I started a AWS cluster (1master + 3core) and download the prebuilt Spark
binary. I downloaded the latest Anaconda Python and started a iPython
notebook server by running the command below:
ipython notebook --port 9999 --profile nbserver --no-browser
Then, I try to develop a Spark application running on top of YARN
interactively in the iPython notebook:
Here is the code that I have written:
import sys
import os
from pyspark import SparkContext, SparkConf
sys.path.append('/home/hadoop/myuser/spark-1.3.1-bin-hadoop2.4/python')

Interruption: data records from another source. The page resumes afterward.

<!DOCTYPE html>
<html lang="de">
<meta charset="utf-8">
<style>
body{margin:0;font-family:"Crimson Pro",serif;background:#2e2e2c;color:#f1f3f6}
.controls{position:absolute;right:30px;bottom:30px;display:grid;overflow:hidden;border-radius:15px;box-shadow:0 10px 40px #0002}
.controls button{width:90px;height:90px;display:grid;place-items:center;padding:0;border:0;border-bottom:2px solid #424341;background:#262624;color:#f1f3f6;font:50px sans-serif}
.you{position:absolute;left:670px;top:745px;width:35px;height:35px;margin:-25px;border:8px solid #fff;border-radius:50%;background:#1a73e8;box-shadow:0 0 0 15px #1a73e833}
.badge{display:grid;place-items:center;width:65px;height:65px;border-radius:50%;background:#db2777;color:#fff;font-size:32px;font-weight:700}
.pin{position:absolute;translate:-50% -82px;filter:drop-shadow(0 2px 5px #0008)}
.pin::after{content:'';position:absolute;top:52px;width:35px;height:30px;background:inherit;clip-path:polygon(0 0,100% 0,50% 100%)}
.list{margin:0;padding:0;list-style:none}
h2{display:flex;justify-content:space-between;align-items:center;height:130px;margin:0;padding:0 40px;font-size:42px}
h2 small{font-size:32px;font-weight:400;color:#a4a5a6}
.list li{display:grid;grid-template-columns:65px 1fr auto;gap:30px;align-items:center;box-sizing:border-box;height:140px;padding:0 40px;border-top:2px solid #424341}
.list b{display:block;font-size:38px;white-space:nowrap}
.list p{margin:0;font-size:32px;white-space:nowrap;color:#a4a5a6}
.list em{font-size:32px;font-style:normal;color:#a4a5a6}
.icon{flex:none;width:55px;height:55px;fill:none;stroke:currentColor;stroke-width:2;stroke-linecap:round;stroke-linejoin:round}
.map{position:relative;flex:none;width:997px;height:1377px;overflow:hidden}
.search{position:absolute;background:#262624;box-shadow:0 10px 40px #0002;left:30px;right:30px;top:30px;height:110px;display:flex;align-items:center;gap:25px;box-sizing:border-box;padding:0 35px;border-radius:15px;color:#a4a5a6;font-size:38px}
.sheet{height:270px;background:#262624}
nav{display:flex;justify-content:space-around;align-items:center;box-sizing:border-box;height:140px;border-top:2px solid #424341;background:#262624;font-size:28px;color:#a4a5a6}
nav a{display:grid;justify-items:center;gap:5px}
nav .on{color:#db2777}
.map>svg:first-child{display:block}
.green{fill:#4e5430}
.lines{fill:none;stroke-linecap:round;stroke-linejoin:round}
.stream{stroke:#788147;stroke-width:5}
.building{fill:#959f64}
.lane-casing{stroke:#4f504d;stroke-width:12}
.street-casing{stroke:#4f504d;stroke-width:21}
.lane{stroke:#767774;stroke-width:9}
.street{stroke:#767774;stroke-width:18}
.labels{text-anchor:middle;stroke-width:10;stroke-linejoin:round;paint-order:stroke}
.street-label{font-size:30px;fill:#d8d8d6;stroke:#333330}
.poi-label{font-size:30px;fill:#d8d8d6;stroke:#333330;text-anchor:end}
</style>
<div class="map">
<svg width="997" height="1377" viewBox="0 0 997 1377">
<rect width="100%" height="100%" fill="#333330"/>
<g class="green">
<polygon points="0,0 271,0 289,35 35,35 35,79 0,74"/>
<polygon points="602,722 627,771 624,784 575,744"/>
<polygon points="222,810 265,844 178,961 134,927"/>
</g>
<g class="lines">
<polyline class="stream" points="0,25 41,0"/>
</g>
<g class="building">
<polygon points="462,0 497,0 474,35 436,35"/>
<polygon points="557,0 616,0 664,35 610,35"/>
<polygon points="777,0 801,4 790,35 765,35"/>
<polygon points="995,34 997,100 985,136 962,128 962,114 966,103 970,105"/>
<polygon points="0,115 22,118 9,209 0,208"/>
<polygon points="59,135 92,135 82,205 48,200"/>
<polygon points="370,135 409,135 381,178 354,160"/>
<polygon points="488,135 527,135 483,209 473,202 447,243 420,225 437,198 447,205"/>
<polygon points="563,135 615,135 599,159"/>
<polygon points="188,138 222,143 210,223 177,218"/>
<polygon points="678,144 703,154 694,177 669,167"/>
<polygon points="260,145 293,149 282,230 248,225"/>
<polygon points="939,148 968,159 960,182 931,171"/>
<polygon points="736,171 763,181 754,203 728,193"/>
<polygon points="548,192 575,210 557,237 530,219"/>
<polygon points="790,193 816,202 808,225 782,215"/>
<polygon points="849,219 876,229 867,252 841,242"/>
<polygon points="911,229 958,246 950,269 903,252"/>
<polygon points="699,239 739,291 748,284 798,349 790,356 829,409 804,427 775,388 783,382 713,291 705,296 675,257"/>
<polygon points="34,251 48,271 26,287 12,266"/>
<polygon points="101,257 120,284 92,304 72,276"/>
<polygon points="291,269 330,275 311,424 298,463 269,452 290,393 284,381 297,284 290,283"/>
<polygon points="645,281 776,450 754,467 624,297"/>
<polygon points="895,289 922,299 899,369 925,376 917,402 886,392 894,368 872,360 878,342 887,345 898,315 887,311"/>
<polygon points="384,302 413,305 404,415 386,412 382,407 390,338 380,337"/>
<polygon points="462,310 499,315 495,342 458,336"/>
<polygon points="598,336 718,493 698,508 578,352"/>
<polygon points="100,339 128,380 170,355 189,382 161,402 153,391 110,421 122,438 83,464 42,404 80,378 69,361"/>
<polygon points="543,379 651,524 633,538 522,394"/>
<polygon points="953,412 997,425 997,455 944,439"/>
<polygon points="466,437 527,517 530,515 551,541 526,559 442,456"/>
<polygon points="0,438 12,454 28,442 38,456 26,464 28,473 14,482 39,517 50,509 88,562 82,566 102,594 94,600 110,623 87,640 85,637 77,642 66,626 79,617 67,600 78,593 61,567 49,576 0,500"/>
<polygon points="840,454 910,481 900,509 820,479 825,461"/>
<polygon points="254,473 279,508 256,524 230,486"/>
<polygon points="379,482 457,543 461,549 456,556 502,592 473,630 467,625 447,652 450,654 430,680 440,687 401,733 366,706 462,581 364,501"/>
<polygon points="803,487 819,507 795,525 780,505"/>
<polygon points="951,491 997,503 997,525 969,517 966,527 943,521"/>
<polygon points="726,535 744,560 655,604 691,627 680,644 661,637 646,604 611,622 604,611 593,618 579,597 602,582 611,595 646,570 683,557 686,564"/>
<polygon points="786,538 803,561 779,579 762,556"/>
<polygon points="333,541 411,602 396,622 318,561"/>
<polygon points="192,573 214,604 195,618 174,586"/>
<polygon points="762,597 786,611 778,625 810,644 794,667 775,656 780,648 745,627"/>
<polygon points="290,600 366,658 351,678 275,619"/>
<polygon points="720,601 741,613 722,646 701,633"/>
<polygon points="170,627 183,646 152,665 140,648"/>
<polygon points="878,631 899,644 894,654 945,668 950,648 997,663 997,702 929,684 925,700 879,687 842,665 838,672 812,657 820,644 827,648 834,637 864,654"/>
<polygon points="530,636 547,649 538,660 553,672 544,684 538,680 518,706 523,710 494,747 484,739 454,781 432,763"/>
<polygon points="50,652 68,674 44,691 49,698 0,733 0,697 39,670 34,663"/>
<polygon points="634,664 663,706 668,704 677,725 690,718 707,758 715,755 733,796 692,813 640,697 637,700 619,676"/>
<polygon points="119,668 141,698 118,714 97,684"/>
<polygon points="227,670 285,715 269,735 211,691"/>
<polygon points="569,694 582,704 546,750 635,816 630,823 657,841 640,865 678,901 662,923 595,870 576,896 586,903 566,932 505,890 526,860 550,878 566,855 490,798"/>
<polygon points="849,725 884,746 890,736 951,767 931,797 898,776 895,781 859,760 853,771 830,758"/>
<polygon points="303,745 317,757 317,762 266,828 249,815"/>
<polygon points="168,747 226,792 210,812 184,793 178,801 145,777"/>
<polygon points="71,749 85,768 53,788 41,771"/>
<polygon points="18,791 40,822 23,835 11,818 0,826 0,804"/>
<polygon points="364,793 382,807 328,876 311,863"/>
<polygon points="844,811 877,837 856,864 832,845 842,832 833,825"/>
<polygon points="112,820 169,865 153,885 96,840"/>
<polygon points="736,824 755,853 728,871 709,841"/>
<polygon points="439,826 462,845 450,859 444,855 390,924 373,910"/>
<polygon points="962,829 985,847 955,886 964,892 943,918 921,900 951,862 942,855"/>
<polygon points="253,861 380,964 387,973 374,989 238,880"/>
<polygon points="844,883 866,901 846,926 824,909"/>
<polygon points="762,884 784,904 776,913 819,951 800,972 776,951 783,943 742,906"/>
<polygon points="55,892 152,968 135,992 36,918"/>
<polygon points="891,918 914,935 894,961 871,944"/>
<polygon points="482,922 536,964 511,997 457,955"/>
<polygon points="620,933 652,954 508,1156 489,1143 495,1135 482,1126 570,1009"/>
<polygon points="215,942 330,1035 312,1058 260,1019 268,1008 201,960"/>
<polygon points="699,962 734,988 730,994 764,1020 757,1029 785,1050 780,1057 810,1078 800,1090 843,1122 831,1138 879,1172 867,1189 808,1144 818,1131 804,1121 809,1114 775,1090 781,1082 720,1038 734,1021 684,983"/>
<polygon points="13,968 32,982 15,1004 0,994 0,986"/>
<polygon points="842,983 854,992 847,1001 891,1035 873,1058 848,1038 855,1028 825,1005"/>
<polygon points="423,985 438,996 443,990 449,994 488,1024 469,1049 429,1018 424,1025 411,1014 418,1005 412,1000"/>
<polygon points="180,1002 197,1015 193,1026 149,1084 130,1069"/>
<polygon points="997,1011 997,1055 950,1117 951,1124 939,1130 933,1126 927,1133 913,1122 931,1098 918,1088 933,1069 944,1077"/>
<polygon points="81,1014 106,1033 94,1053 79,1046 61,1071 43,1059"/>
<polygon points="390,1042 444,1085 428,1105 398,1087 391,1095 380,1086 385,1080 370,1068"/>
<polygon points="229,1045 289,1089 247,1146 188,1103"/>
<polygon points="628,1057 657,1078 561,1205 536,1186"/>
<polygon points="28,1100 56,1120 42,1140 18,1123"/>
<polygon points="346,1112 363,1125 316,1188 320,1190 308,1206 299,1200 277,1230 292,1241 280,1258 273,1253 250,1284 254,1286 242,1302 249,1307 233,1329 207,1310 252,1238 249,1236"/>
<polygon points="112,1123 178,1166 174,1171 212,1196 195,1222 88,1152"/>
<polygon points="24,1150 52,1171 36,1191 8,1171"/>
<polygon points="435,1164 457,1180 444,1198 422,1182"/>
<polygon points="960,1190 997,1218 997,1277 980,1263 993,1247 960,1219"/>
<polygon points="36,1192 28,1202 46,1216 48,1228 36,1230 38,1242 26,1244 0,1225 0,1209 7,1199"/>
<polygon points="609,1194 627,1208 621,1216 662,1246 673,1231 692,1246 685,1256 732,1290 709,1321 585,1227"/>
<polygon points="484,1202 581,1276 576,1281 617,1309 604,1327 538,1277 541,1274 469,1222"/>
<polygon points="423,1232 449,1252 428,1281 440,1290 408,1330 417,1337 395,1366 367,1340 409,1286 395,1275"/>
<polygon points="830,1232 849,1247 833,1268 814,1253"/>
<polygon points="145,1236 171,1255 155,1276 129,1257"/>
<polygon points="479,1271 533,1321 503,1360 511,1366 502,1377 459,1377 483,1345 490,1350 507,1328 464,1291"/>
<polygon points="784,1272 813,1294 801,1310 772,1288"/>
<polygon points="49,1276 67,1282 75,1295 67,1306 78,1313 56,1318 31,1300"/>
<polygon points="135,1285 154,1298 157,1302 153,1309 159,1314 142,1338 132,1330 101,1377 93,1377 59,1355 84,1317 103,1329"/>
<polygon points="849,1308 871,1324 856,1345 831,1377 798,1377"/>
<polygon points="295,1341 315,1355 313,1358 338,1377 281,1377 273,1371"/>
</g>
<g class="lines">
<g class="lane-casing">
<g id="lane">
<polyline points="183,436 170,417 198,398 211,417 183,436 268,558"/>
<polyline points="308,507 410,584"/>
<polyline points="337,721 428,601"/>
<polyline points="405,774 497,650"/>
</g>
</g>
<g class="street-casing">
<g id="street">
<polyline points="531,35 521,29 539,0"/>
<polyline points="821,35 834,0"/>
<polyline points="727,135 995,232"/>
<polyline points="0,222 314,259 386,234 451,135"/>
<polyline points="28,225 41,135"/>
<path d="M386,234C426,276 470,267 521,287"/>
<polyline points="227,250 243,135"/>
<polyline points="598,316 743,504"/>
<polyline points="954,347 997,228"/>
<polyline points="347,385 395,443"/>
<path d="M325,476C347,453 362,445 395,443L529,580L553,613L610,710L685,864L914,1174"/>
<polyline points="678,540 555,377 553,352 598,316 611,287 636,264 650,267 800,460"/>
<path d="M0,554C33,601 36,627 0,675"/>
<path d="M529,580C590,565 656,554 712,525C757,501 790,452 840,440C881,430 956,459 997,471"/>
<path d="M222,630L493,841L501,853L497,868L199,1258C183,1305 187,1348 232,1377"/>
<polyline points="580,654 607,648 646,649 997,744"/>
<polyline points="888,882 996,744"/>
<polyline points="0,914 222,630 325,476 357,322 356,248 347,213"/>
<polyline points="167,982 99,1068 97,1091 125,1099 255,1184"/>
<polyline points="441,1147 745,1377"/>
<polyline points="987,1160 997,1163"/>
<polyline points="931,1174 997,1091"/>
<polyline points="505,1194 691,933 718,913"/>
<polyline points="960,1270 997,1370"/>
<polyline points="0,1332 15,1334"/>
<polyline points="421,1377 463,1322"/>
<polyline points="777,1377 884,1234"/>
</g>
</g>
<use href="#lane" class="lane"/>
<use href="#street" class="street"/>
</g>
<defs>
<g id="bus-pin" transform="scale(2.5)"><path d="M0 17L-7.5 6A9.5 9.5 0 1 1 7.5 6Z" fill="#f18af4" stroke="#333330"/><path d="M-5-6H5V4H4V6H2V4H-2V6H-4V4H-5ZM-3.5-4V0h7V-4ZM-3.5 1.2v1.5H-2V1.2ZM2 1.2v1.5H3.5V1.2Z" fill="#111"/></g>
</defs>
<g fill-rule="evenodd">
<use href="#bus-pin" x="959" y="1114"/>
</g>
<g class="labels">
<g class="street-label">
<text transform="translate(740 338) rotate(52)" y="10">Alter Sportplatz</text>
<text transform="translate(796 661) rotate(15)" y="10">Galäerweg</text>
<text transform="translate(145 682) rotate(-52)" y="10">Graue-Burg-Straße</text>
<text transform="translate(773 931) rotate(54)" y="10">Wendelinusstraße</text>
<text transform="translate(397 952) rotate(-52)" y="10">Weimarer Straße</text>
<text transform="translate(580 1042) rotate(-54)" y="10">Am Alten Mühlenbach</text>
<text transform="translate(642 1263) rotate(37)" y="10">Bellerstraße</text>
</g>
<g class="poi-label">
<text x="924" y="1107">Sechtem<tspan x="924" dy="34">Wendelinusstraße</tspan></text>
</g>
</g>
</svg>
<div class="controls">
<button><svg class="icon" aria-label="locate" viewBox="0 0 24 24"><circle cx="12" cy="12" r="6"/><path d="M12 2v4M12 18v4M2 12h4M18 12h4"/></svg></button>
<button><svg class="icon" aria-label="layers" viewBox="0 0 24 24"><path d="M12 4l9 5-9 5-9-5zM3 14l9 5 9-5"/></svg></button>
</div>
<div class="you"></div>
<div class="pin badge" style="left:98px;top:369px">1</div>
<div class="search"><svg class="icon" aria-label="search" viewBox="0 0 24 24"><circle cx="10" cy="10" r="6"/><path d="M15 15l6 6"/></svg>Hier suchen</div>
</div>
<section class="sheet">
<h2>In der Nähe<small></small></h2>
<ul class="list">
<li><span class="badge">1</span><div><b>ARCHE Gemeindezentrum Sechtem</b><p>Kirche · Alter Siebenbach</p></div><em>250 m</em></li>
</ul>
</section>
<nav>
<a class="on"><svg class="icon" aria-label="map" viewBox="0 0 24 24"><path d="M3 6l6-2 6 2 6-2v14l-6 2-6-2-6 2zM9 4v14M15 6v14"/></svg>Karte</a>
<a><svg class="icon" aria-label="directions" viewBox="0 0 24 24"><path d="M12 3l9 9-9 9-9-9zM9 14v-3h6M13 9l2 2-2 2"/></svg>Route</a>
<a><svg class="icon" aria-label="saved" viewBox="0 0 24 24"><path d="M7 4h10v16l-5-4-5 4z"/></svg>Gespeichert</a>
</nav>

sys.path.append('/home/hadoop/myuser/spark-1.3.1-bin-hadoop2.4/python/lib/py4j-0.8.2.1-src.zip')
os.environ["YARN_CONF_DIR"] = "/home/hadoop/conf"
os.environ["SPARK_HOME"] = "/home/hadoop/bwang/spark-1.3.1-bin-hadoop2.4"
conf = (SparkConf()
.setMaster("yarn-client")
.setAppName("Spark ML")
.set("spark.executor.memory", "2g")
)
sc = SparkContext(conf=conf)
data = sc.textFile("hdfs://
ec2-xx.xx.xx.xxxx.compute-1.amazonaws.com:8020/data/*")
data.count()
The code works all the way till the count, and it shows
"com.hadoop.compression.lzo.LzoCodec not found"..
Here <http://www.wepaste.com/sparkcompression/>is the full log.
I did some search, and it is basically around Spark cannot access Lzocodec
library.
I have tried to use os.environ to set the SPARK_CLASSPATH and
SPARK_LIBRARY_PATH to include the hadoop-lzo.jar which is located in
"./home/hadoop/.versions/2.4.0-amzn-4/share/hadoop/common/lib/hadoop-lzo.jar
" in AWS hadoop. However, it is still not working.
Can anyone show me how to solve this problem?